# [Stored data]

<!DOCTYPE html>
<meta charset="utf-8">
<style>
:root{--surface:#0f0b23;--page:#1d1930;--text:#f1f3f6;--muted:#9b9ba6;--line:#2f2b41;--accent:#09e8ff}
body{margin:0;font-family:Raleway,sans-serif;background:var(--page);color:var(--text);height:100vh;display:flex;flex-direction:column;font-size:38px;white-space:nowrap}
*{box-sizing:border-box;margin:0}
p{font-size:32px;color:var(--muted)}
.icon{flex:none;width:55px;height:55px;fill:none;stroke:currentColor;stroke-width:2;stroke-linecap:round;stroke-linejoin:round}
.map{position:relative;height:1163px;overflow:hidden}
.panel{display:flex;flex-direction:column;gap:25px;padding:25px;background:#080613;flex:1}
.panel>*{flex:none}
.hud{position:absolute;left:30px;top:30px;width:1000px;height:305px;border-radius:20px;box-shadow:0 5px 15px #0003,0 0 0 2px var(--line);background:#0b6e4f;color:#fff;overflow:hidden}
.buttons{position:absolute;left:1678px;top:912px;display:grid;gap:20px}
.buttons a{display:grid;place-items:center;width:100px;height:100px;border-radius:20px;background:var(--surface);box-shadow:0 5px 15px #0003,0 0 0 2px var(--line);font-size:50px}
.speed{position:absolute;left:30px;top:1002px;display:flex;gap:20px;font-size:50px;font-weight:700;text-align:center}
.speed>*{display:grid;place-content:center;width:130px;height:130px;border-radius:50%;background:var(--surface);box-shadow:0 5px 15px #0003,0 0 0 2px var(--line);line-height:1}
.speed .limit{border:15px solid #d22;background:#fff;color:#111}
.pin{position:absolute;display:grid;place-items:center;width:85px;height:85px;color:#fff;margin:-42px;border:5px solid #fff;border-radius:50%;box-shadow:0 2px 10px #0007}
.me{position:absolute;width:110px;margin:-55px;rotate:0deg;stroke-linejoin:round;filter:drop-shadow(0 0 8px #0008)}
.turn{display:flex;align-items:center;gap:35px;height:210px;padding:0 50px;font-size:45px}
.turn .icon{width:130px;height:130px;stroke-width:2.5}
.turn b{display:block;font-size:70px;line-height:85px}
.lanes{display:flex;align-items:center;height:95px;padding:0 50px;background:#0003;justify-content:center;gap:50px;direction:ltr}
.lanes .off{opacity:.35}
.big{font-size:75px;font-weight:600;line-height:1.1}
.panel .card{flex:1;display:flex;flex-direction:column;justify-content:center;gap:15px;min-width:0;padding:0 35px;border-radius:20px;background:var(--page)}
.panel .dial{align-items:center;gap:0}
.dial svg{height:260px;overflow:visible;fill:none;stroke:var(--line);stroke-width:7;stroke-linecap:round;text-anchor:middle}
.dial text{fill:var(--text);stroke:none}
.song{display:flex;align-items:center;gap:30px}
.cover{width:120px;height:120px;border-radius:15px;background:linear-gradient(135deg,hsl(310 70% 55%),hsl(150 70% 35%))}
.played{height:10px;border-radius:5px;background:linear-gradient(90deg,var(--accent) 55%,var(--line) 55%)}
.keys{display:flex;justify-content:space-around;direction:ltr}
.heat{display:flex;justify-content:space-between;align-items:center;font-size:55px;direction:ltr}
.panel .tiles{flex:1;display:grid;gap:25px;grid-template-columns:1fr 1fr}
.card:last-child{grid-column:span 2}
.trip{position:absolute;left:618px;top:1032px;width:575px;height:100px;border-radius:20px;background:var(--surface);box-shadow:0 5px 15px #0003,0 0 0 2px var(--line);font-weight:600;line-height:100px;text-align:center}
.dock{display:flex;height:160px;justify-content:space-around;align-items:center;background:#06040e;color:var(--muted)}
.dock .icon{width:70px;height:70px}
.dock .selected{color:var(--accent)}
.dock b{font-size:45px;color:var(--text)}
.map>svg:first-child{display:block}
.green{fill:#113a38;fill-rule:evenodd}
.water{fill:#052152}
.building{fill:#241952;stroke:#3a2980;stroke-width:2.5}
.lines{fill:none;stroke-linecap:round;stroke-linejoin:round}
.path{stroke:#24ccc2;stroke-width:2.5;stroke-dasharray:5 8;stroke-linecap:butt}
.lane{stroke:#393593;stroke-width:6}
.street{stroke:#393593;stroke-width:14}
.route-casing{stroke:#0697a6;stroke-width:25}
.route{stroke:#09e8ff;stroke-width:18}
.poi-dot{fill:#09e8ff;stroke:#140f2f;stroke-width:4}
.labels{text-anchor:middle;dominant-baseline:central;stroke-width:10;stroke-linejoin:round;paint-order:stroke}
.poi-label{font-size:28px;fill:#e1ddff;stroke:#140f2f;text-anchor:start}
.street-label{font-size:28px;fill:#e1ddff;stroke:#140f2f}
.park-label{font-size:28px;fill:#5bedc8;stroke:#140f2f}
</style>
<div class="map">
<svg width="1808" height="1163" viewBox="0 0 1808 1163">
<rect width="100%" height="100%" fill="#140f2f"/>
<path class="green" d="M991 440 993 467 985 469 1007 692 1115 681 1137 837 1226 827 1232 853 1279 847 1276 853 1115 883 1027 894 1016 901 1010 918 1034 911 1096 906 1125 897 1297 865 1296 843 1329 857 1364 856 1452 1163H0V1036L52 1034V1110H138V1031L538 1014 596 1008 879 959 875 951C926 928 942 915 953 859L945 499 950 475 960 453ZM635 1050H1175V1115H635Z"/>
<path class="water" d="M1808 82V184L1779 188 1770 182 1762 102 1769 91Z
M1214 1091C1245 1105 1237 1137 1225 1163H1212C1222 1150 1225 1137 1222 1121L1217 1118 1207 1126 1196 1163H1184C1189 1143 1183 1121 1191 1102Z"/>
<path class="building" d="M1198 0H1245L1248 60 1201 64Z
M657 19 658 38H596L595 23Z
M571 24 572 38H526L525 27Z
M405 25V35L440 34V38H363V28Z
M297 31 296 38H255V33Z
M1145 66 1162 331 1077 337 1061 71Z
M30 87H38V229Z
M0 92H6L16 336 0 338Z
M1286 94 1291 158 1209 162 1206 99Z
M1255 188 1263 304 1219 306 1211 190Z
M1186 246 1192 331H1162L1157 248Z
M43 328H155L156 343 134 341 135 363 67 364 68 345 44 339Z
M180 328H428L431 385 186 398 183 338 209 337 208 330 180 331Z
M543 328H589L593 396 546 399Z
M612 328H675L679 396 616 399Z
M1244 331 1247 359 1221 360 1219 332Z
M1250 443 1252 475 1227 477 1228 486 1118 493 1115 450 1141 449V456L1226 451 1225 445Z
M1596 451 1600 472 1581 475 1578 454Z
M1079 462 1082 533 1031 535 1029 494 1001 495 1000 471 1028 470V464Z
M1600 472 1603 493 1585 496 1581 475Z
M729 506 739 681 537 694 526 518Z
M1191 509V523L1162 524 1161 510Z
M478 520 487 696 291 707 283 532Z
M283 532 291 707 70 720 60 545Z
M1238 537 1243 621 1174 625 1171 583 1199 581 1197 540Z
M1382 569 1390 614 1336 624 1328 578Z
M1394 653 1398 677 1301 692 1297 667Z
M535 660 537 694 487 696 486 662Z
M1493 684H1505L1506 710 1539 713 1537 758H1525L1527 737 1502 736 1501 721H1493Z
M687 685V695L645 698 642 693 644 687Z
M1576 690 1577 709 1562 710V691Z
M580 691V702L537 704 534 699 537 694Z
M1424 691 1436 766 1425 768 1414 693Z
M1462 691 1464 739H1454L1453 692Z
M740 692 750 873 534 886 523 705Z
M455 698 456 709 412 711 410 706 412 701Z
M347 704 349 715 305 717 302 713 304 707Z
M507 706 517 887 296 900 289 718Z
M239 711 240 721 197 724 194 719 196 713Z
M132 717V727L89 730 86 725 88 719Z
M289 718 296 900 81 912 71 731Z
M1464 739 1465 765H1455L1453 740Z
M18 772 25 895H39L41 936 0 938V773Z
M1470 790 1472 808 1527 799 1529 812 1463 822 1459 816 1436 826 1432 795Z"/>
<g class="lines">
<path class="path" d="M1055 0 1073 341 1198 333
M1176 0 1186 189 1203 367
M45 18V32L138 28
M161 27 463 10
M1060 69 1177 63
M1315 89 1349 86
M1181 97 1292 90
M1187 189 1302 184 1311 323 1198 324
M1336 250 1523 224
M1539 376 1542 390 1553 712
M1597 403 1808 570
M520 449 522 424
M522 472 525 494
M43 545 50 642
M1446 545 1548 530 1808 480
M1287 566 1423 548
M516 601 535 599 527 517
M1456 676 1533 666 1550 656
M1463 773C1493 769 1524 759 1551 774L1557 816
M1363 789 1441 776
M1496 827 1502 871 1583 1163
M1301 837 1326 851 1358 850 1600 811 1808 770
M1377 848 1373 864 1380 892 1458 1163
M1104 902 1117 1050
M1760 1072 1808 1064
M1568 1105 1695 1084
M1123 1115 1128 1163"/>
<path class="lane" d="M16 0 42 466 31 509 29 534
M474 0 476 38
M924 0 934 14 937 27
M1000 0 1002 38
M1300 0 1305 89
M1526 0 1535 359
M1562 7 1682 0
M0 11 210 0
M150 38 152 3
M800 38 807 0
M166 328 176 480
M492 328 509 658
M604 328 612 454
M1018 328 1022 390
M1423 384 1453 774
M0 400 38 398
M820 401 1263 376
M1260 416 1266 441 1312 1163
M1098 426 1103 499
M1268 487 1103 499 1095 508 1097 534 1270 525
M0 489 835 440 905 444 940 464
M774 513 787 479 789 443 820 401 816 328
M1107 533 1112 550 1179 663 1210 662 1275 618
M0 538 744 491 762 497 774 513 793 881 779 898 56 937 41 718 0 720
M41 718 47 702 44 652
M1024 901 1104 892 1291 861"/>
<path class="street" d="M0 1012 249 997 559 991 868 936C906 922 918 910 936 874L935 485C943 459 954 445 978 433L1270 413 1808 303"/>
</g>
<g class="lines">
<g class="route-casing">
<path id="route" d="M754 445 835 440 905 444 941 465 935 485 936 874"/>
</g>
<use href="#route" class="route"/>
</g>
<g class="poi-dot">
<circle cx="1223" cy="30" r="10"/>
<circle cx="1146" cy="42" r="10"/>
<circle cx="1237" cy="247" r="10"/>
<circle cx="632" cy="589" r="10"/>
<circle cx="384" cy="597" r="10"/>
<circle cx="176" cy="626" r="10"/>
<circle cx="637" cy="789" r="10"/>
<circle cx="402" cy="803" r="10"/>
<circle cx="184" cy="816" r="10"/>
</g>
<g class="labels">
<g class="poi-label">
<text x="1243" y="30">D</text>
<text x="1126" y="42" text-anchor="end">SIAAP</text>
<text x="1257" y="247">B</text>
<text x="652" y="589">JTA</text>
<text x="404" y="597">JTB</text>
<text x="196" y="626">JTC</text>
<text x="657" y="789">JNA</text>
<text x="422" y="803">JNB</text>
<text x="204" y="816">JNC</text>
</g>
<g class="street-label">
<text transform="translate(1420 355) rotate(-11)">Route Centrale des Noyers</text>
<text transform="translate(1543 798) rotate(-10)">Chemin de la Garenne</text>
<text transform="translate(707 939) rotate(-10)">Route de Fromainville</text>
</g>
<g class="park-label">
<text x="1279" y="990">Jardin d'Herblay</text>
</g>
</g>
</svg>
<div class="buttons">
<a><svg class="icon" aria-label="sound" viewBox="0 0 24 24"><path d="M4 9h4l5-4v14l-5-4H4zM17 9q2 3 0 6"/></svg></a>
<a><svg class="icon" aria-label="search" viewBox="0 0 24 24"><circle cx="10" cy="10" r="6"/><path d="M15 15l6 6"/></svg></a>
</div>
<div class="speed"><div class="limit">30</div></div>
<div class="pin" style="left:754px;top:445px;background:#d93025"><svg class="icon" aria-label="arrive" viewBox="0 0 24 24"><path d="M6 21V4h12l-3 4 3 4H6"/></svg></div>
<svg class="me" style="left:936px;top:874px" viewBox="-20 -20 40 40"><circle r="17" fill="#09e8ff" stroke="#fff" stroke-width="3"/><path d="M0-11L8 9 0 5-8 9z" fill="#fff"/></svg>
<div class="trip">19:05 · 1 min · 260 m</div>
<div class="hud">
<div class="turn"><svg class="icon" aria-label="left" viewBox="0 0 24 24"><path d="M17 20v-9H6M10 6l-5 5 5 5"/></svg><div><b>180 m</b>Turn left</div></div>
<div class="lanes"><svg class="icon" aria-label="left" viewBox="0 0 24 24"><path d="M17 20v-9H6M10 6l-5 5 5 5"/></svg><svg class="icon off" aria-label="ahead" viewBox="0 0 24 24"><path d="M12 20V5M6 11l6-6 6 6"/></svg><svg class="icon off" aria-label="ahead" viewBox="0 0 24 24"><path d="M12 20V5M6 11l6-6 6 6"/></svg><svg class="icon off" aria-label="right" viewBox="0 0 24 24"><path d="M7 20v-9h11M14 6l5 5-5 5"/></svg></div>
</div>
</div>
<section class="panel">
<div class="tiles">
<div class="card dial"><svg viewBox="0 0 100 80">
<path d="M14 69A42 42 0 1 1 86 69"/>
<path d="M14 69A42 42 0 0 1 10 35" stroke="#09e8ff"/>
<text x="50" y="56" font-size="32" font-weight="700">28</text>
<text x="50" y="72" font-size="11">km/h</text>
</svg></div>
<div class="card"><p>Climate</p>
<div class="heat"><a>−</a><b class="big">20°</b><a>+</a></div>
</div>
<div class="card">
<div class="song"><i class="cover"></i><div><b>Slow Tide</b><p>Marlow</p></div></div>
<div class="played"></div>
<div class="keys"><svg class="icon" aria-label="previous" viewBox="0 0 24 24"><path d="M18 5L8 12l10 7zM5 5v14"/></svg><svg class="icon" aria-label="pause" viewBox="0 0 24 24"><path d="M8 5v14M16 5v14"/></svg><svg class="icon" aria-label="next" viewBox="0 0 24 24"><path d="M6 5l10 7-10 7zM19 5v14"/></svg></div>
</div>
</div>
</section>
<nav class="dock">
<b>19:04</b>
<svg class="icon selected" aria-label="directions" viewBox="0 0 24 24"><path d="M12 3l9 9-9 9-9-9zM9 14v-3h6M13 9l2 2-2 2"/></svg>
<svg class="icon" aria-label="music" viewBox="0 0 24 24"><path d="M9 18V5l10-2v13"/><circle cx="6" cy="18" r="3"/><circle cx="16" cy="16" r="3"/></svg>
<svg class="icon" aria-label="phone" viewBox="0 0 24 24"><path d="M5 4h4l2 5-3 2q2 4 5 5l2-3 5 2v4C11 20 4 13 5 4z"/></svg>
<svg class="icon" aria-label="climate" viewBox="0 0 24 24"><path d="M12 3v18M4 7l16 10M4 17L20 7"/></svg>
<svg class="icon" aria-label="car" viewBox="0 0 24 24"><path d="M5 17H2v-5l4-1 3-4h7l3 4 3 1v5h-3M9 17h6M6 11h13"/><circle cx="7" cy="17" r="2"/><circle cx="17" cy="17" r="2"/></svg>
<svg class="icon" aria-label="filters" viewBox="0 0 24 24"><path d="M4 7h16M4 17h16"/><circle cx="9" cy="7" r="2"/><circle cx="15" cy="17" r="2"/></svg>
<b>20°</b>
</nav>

# [THE PROBLEM]
Wherever a line of the entries holds the string "labels", copy that line.

# [TASK OUTPUT]
.labels{text-anchor:middle;dominant-baseline:central;stroke-width:10;stroke-linejoin:round;paint-order:stroke}
<g class="labels">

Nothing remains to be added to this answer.